GIVEN MATERIAL:
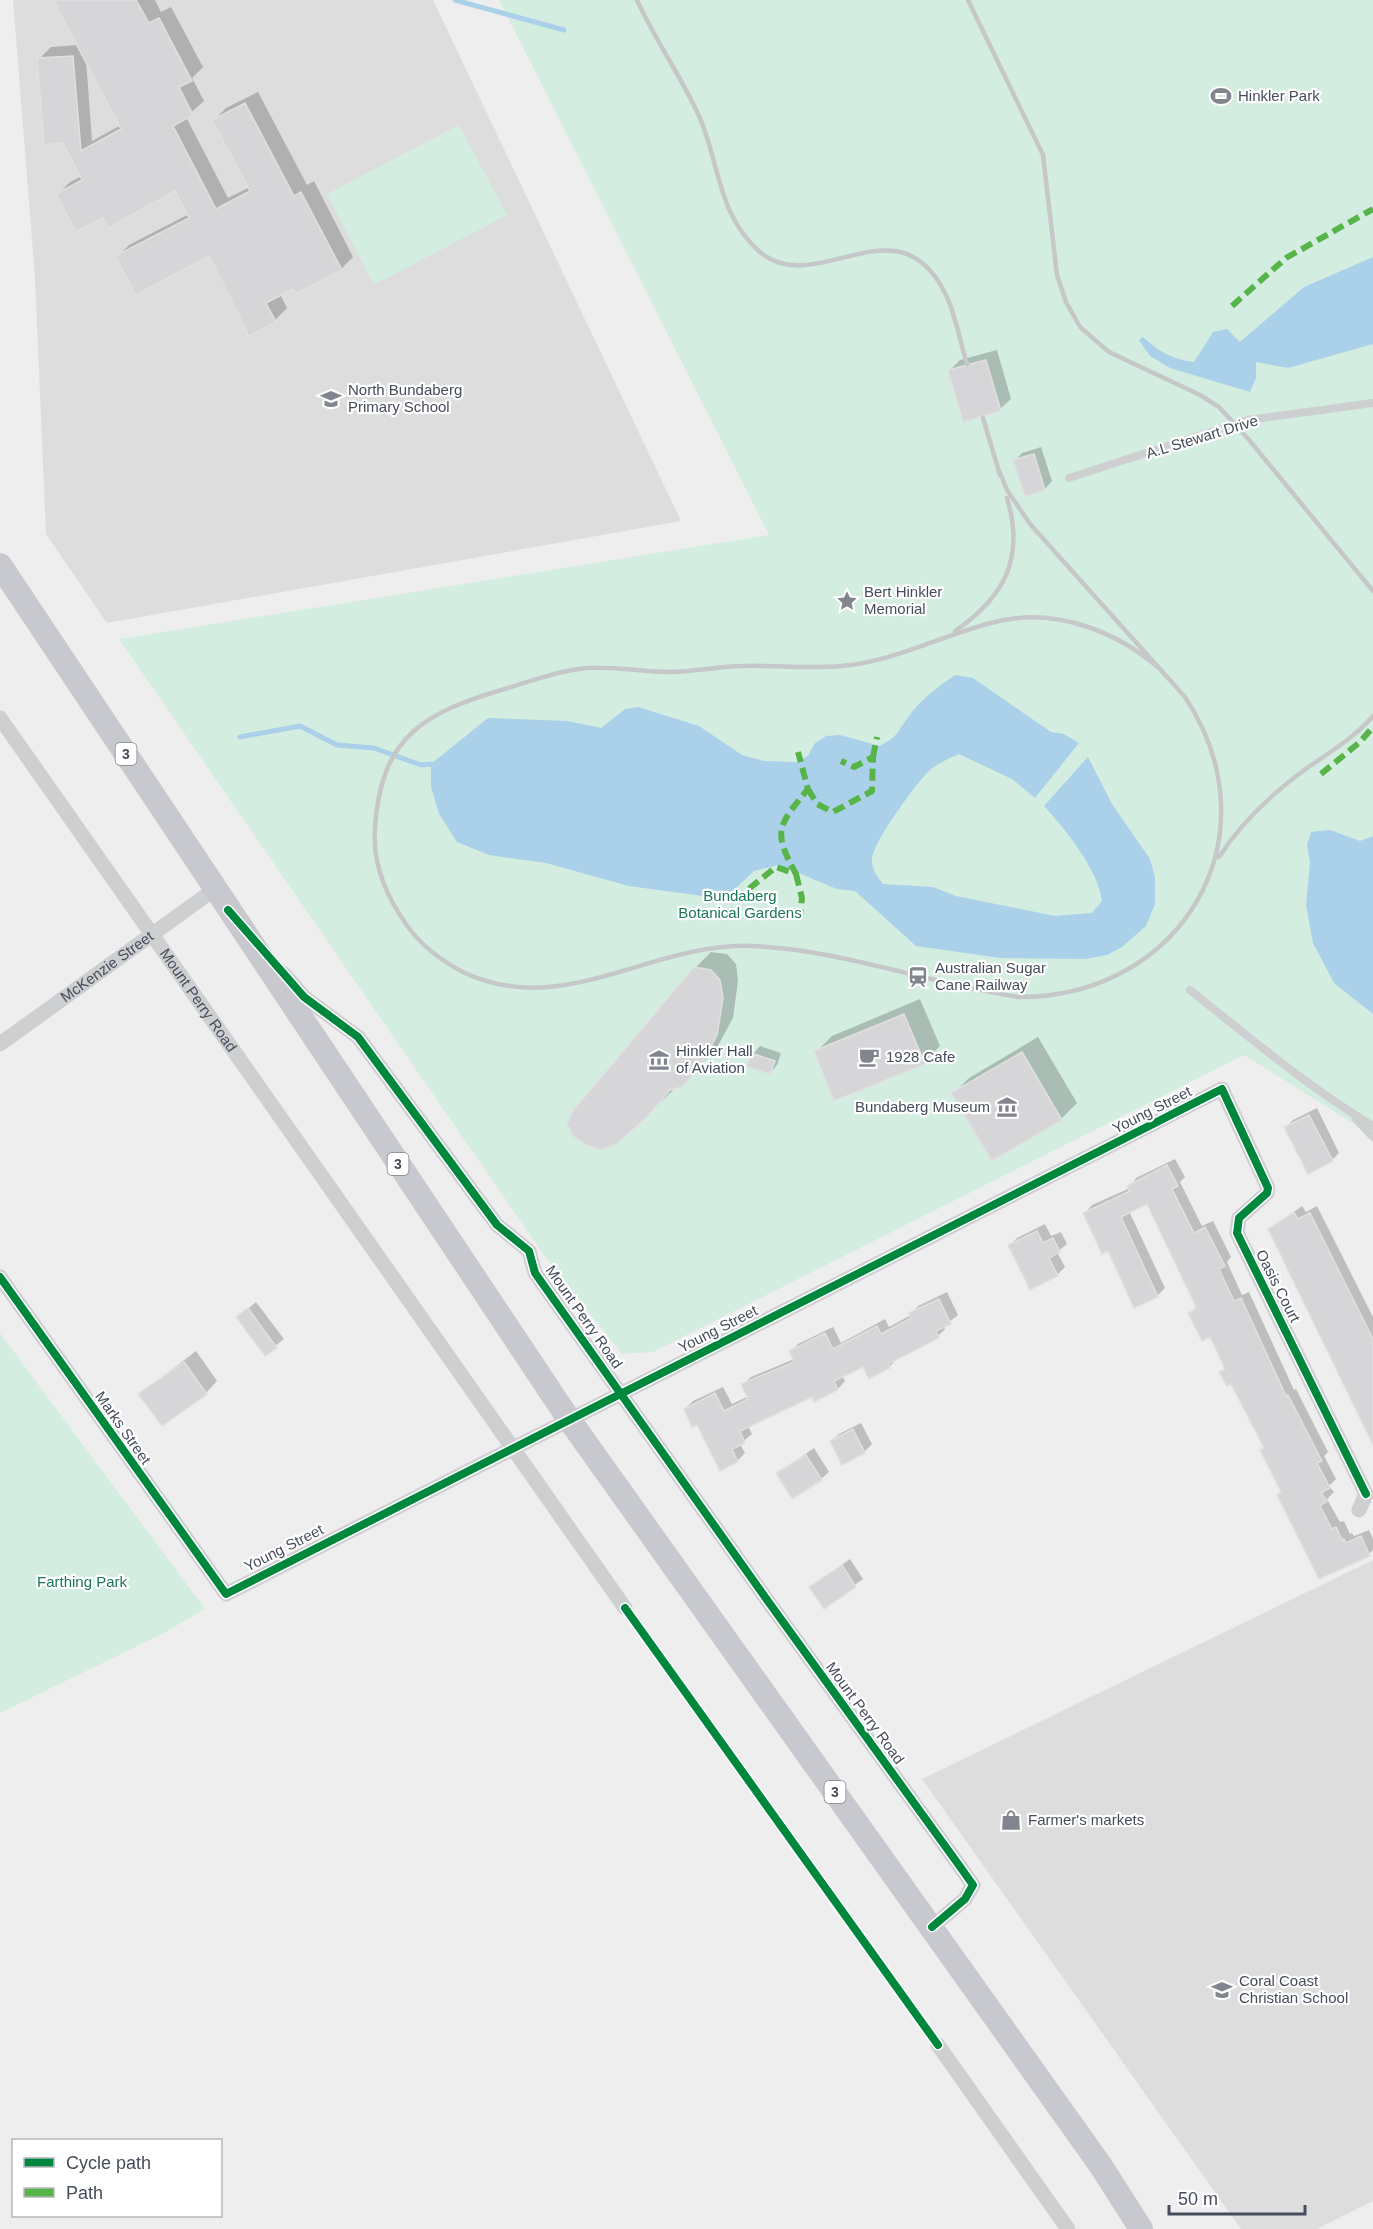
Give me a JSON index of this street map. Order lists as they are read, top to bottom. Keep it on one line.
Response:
{"streets":{"main road":["3","Mount Perry Road"],"street":["McKenzie Street","Young Street","Oasis Court","Marks Street"],"lane":["A.L Stewart Drive"]},"crossings":[["3","Mount Perry Road"],["McKenzie Street","Mount Perry Road"],["Mount Perry Road","Young Street"],["Young Street","Oasis Court"],["Young Street","Marks Street"]],"parks":["Bundaberg Botanical Gardens","Farthing Park"],"places":{"sports":["Hinkler Park"],"school or university":["North Bundaberg Primary School","Coral Coast Christian School"],"place":["Bert Hinkler Memorial"],"station":["Australian Sugar Cane Railway"],"cafe":["1928 Cafe"],"museum":["Hinkler Hall of Aviation","Bundaberg Museum"],"shop":["Farmer's markets"]},"legend":["Cycle path","Path"],"scale_bar":"50 m"}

WHAT THE EXERCISE ASKS:
Restate the whole listing above exactly, please, omitting every image.

SOLUTION TO THE EXERCISE:
Give me a JSON index of this street map. Order lists as they are read, top to bottom. Keep it on one line.
Response:
{"streets":{"main road":["3","Mount Perry Road"],"street":["McKenzie Street","Young Street","Oasis Court","Marks Street"],"lane":["A.L Stewart Drive"]},"crossings":[["3","Mount Perry Road"],["McKenzie Street","Mount Perry Road"],["Mount Perry Road","Young Street"],["Young Street","Oasis Court"],["Young Street","Marks Street"]],"parks":["Bundaberg Botanical Gardens","Farthing Park"],"places":{"sports":["Hinkler Park"],"school or university":["North Bundaberg Primary School","Coral Coast Christian School"],"place":["Bert Hinkler Memorial"],"station":["Australian Sugar Cane Railway"],"cafe":["1928 Cafe"],"museum":["Hinkler Hall of Aviation","Bundaberg Museum"],"shop":["Farmer's markets"]},"legend":["Cycle path","Path"],"scale_bar":"50 m"}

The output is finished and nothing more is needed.